Walmart Used as Fig Leaf for Government Profligacy
Wednesday, May 13, 2015
Walmart, the discount store leftists love to hate, is being
pilloried for the alleged sin of using up Sacramento's drinking
water in the midst of California's drought. What's actually happening
is reported matter-of-factly in a "news report" that is more like a
inverse Internet "flame
sandwich", with smears, one coming from a public relations
"expert", coming before and after the "news", if you can call it
that:
Sacramento sells water to a bottler, DS Services of America, at 99 cents for every 748 gallons -- the same rate as other commercial and residential customers. That water is then bottled and sold at Walmart for 88 cents per gallon, meaning that $1 of water from Sacramento turns into $658.24 for Walmart and DS Services. [ad link removed]Translation: The government, which is selling water at artificially low prices, sells some of this to another company and Walmart buys some of that for treatment and -- not being a charity -- it re-sells it at a mark-up. Had the government not been essentially offering a heavy subsidy to Walmart's bottled water business in the first place, Walmart would surely already have sourced its bottled water elsewhere, as normal laws of supply and demand would have informed the company of the scarcity of water in that semi-arid state.

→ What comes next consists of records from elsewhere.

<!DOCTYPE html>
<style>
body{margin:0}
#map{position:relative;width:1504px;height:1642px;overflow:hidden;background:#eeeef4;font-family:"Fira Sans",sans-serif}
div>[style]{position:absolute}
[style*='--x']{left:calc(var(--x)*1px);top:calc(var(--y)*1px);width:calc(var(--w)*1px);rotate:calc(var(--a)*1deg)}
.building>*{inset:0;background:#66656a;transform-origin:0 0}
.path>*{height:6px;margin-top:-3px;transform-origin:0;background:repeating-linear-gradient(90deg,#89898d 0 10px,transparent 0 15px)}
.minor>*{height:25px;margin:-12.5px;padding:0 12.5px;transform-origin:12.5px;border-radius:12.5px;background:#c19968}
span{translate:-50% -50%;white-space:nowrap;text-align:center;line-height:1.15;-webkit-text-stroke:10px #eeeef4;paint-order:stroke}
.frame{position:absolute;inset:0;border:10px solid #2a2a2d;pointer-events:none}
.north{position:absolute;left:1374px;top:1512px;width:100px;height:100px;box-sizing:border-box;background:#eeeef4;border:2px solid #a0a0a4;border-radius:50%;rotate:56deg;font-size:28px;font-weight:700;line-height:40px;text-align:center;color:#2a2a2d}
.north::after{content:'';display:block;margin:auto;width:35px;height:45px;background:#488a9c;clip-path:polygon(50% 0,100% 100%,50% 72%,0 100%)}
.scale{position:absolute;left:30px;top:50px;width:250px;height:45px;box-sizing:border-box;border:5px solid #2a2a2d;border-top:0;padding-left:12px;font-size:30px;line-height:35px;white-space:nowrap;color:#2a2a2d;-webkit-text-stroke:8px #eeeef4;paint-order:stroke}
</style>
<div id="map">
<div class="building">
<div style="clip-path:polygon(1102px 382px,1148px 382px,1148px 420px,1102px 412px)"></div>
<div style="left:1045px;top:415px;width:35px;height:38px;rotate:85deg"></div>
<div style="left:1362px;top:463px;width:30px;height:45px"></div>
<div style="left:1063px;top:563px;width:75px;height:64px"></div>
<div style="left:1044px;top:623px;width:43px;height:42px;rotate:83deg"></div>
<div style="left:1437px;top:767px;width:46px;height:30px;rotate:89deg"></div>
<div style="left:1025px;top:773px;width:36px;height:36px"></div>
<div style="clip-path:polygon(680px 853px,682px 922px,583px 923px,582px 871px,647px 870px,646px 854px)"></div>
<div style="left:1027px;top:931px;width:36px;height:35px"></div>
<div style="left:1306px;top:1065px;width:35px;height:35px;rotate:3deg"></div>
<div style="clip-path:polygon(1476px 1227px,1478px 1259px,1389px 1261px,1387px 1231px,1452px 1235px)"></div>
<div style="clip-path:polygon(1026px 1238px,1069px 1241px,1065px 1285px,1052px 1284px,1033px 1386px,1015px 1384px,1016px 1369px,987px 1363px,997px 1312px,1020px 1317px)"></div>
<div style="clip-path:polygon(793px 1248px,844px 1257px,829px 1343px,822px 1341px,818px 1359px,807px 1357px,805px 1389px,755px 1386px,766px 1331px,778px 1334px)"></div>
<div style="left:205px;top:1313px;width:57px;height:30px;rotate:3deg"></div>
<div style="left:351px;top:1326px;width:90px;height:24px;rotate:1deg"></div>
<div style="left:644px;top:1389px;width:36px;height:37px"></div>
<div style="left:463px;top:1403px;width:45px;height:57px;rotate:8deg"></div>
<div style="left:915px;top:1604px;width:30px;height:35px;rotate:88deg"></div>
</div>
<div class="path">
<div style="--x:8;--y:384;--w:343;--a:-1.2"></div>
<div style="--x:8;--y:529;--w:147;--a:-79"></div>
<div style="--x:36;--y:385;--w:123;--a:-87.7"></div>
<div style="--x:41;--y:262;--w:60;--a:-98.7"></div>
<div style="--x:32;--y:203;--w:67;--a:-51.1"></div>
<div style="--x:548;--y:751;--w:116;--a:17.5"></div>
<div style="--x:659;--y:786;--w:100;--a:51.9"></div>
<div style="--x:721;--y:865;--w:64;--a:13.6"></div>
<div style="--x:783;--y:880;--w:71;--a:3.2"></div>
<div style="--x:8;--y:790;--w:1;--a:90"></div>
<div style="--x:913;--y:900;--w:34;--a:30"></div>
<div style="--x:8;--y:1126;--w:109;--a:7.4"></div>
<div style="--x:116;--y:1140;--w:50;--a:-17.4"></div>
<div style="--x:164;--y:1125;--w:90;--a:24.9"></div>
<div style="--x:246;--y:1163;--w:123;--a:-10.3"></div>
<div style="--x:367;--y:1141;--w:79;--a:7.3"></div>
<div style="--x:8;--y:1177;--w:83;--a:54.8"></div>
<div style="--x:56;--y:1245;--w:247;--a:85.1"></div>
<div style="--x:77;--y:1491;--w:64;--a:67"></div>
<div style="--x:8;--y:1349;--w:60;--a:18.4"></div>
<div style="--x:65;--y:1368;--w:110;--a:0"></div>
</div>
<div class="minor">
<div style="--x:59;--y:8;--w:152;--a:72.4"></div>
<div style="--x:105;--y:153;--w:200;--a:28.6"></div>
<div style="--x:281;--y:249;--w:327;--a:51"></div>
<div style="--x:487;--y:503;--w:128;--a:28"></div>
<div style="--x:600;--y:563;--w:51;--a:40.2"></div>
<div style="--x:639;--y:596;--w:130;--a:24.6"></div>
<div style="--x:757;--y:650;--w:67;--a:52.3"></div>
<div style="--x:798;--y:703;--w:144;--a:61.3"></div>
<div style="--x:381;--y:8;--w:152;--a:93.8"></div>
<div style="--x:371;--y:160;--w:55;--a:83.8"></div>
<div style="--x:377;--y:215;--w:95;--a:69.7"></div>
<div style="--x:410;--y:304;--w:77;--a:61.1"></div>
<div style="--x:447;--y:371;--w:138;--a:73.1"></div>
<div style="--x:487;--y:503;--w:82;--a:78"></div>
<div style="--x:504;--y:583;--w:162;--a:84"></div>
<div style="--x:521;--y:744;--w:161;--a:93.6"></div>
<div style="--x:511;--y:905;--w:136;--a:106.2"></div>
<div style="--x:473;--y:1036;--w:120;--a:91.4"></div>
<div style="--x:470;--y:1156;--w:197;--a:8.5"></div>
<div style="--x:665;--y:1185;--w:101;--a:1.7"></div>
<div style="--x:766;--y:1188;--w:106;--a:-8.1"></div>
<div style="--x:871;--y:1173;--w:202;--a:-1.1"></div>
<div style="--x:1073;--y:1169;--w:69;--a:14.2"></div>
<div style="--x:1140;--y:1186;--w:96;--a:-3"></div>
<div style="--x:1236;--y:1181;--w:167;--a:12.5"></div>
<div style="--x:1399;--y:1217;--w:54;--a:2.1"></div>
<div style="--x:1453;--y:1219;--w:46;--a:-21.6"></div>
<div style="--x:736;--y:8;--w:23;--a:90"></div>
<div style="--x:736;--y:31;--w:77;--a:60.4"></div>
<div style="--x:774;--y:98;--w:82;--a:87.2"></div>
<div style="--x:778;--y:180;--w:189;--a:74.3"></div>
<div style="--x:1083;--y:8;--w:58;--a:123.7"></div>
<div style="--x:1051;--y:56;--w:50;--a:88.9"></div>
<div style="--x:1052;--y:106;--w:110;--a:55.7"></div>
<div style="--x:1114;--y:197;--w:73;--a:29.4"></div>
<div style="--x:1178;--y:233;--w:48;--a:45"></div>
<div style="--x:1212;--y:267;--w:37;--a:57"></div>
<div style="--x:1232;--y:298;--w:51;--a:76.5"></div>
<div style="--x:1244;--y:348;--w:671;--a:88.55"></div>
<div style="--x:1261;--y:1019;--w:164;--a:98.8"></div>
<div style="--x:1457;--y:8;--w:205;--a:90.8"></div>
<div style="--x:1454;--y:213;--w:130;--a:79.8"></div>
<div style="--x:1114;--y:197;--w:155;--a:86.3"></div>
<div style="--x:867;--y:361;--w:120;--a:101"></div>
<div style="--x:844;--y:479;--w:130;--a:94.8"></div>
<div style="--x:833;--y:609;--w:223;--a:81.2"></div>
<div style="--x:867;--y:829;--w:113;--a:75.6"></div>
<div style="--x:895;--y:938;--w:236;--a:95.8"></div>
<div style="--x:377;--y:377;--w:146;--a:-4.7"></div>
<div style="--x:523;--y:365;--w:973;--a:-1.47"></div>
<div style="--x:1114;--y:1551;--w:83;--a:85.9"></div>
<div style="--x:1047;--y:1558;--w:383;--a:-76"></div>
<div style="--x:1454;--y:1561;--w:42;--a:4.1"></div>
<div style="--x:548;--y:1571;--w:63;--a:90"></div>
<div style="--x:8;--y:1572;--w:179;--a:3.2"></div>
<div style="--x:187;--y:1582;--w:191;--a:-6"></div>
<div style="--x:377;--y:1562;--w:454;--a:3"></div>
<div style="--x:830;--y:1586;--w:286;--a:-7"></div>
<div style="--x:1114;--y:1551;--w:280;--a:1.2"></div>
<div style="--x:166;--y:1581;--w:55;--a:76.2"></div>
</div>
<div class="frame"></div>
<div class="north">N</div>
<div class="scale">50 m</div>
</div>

On top of this, the article reports the selling price of the water as if all of it is profit, not that making money -- the whole point of Walmart's existence -- is wrong. Part of this is profit, and part is costs, like shipping, packaging, and labeling that the store must bear. It is not hard to imagine, factoring this in, that, "[T]o find another supplier outside of California that can ... meet the needs that they have and also the needs of the consumer," won't be so easy. The chain will likely face a choice between raising its bottled water prices -- or selling it at a loss to avoid another unjust "public relations" debacle created out of thin air and slanted reporting just like this one.
In the meantime, the government, which has no business running a water utility in the first place, gets a free pass for (1) making water look cheaper than it is, and (2) selling off large amounts of it cheaply during conditions of scarcity.